Records for the task ::
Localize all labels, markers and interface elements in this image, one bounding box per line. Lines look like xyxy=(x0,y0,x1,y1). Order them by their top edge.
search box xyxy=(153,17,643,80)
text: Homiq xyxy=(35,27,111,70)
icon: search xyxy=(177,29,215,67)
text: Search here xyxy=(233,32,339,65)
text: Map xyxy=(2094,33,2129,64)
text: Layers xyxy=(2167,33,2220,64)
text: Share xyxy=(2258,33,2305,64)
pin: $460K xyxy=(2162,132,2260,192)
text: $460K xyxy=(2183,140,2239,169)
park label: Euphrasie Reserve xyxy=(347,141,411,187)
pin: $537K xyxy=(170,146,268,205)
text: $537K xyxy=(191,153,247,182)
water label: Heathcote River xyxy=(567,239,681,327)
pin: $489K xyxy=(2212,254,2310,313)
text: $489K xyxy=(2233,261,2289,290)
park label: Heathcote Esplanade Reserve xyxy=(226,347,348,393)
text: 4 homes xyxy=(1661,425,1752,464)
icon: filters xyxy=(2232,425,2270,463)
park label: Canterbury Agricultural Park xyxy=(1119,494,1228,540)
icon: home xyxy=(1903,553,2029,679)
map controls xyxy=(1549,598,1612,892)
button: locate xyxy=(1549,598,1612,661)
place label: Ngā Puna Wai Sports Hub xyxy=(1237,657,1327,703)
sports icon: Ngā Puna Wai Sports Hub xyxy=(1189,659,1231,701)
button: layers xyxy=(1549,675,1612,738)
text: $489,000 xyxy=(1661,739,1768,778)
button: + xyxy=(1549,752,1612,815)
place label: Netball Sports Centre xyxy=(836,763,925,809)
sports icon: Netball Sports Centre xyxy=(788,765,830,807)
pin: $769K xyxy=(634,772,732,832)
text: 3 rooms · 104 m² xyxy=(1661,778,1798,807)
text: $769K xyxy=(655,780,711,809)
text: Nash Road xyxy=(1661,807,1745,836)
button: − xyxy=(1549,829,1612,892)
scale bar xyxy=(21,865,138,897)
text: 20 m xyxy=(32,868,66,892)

Problem statement :: Look through the listing, and copy each line in which the string "Heathcote" turns up.

Reply ::
water label: Heathcote River xyxy=(567,239,681,327)
park label: Heathcote Esplanade Reserve xyxy=(226,347,348,393)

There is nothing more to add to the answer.